A. Serious crimes will always receive serious punishments.

The laws are clear: if an accused poses a serious risk to public safety, if there are concerns that they will not appear in court or that they will breach their conditions – they should be denied bail.

Managing repeat violent offenders requires all levels of government to work together on an integrated response to keep people safe.

The federal government is responsible for criminal law and the provincial governments are responsible for the administration of justice, including investigating and prosecuting most criminal code offences, conducting bail hearings, and enforcing bail conditions within their respective authority.

Federal Justice Minister David Lametti will be meeting with the provinces to discuss this important issue.

Organizations like the Canadian Bar Association have said that reducing court delays is central to reducing re-offending.

This has been at the forefront of our work at the federal level.

The government changed bail conditions for repeat offenders with weapons through the previous Bill C-75. Bill C-75, without contravening the Charter of Rights and Freedoms, amended the criminal code to introduce a “reverse onus” for bail imposed on an accused charged with certain firearms offences; the accused is detained pending trial unless they can prove to the court that bail is justified.

Our government also made it harder to release offenders on bail for certain infractions, such as intimate partner violence. Canadians deserve to feel safe in their communities, and this continues to be a priority for our government.


MP Tako van Popta

A. Canadians are seeing firsthand the deadly impacts of soft-on-crime Liberal policies.

A small number of dangerous repeat violent offenders are responsible for a disproportionate amount of crime, and in B.C. alone, about 200 frequent offenders were collectively involved in 11,600 confrontations with the police within the span of a year.

At justice committee, I asked OPP Commissioner Thomas Carrique what impact the Liberal Bill C-75 has had on law enforcement officers. This bill was passed in 2018 and made it easier for violent criminals to receive bail.
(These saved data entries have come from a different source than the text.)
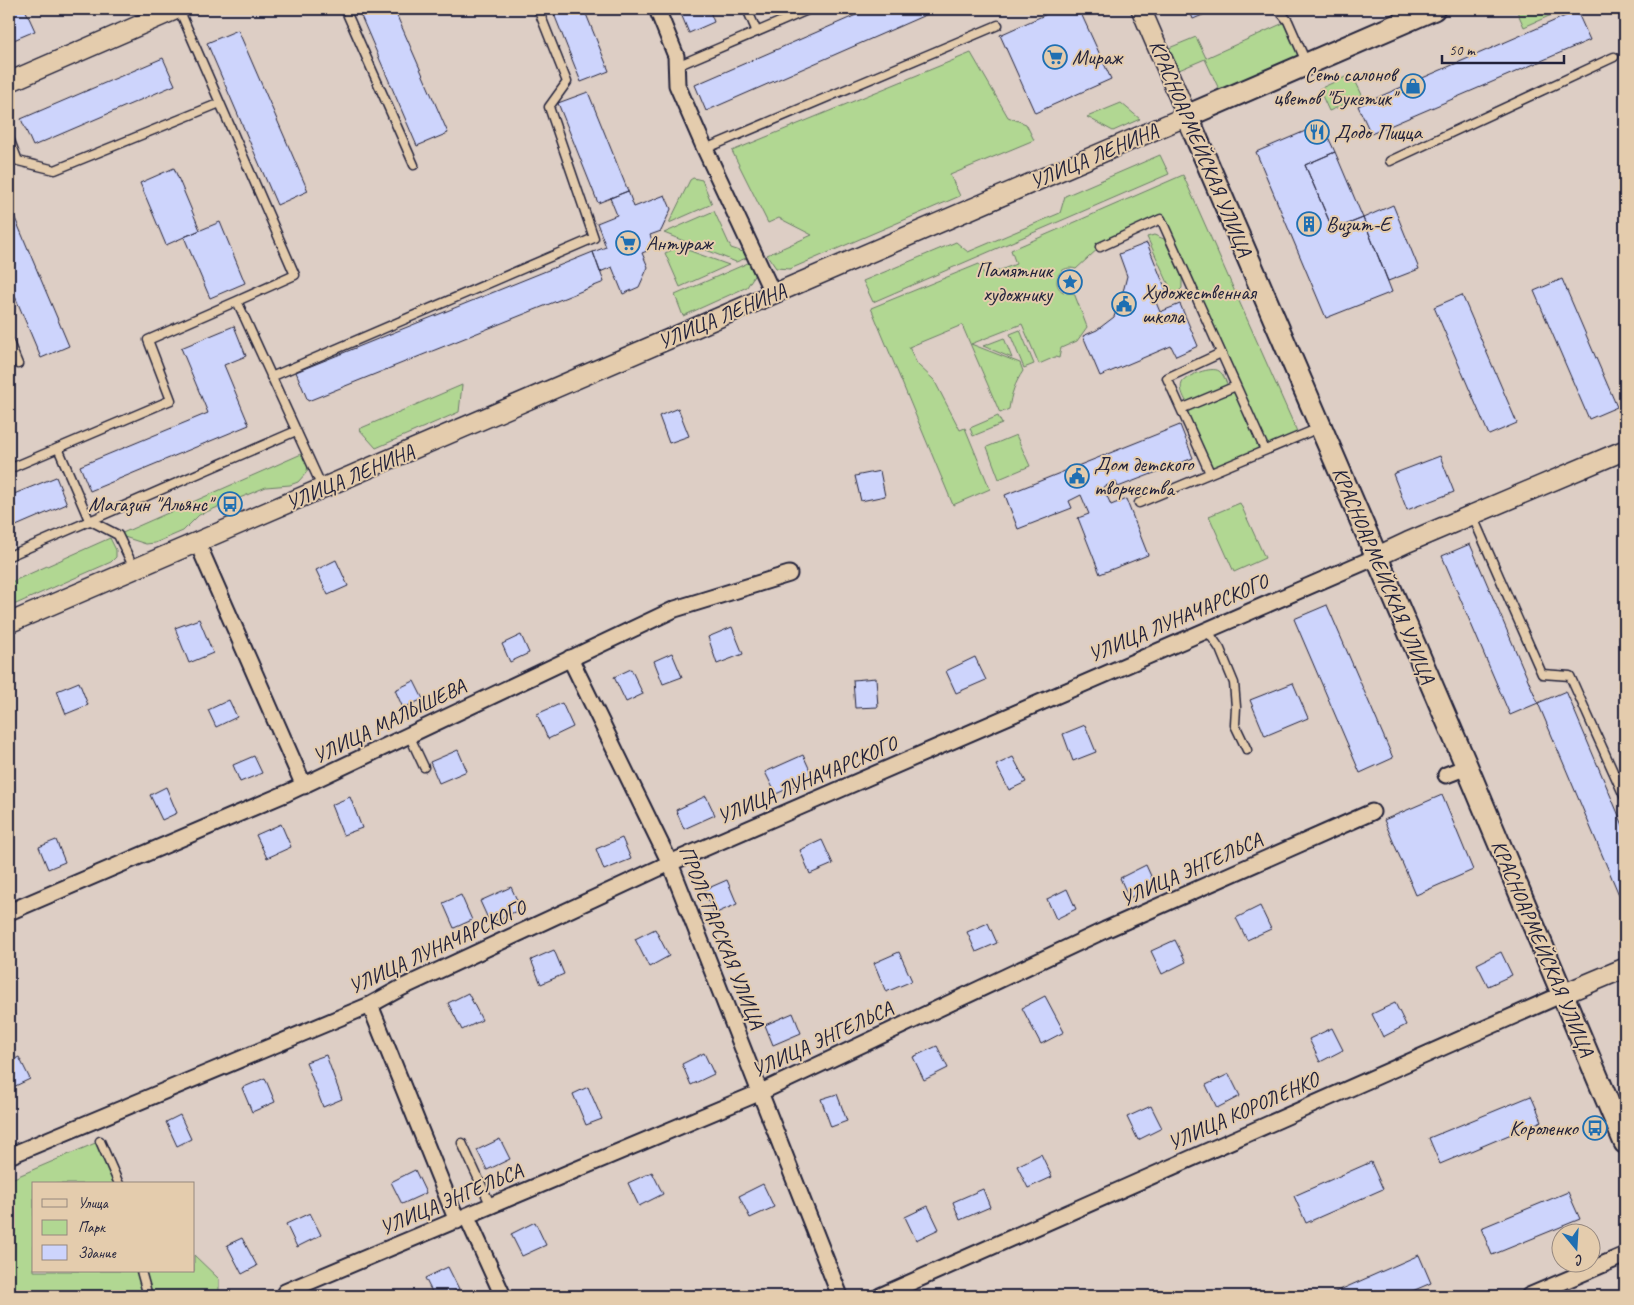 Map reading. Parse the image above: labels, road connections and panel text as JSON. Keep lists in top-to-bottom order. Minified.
{"streets":{"main road":["КРАСНОАРМЕЙСКАЯ УЛИЦА","УЛИЦА ЛЕНИНА"],"street":["УЛИЦА ЛУНАЧАРСКОГО","УЛИЦА МАЛЫШЕВА","УЛИЦА ЭНГЕЛЬСА","ПРОЛЕТАРСКАЯ УЛИЦА","УЛИЦА КОРОЛЕНКО"]},"crossings":[["КРАСНОАРМЕЙСКАЯ УЛИЦА","УЛИЦА ЛЕНИНА"],["КРАСНОАРМЕЙСКАЯ УЛИЦА","УЛИЦА ЛУНАЧАРСКОГО"],["КРАСНОАРМЕЙСКАЯ УЛИЦА","УЛИЦА КОРОЛЕНКО"],["УЛИЦА ЛУНАЧАРСКОГО","ПРОЛЕТАРСКАЯ УЛИЦА"],["УЛИЦА МАЛЫШЕВА","ПРОЛЕТАРСКАЯ УЛИЦА"],["УЛИЦА ЭНГЕЛЬСА","ПРОЛЕТАРСКАЯ УЛИЦА"]],"places":{"supermarket":["Мираж","Антураж"],"shop":["Сеть салонов цветов \"Букетик\""],"restaurant":["Додо Пицца"],"building":["Визит-Е"],"place":["Памятник художнику"],"public building":["Художественная школа","Дом детского творчества"],"bus stop":["Магазин \"Альянс\"","Короленко"]},"legend":["Улица","Парк","Здание"],"scale_bar":"50 m","north":"bottom"} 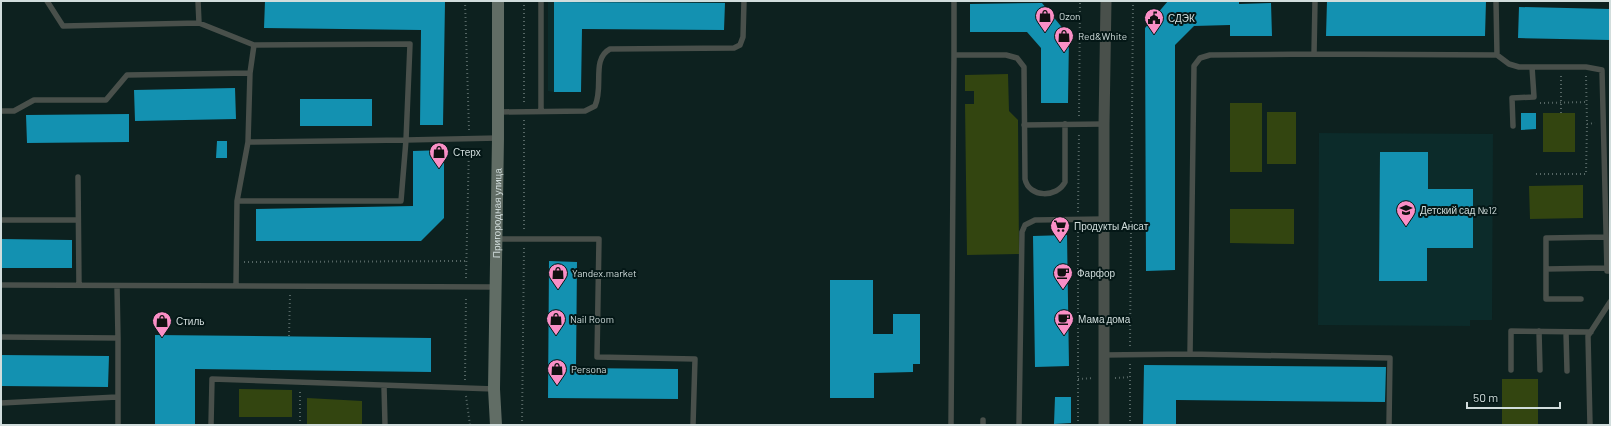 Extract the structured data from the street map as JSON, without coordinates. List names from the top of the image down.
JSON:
{
  "streets": {
    "street": ["Пригородная улица"]
  },
  "places": {
    "shop": [
      "Ozon",
      "Red&White",
      "Стерх",
      "Yandex.market",
      "Nail Room",
      "Стиль",
      "Persona"
    ],
    "public building": ["СДЭК"],
    "school or university": ["Детский сад №12"],
    "supermarket": ["Продукты Ансат"],
    "cafe": ["Фарфор", "Мама дома"]
  },
  "scale_bar": "50 m"
}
He informed me that between the years of 2018 and 2022 in Ontario, there was a 72-per-cent increase in violent crimes committed by repeat violent offenders who were on bail.

The Liberals have worsened the situation further with the recent passage of their Bill C-5, which eliminated mandatory prison time for serious crimes committed with guns.

Every premier in Canada and many police associations are calling on the government to reform Canada’s broken bail system.

The Liberals must immediately repeal the elements of Bills C-75 and C-5 that enable repeat offenders, and they must act to strengthen Canada’s bail laws so that those who are prohibited from possessing firearms do not easily get bail.

A Conservative government will reform our broken bail system to ensure the small number of dangerous repeat violent offenders are not put back on the streets. We will enact common sense laws to protect Canadians, keep our communities safe, and restore safe streets.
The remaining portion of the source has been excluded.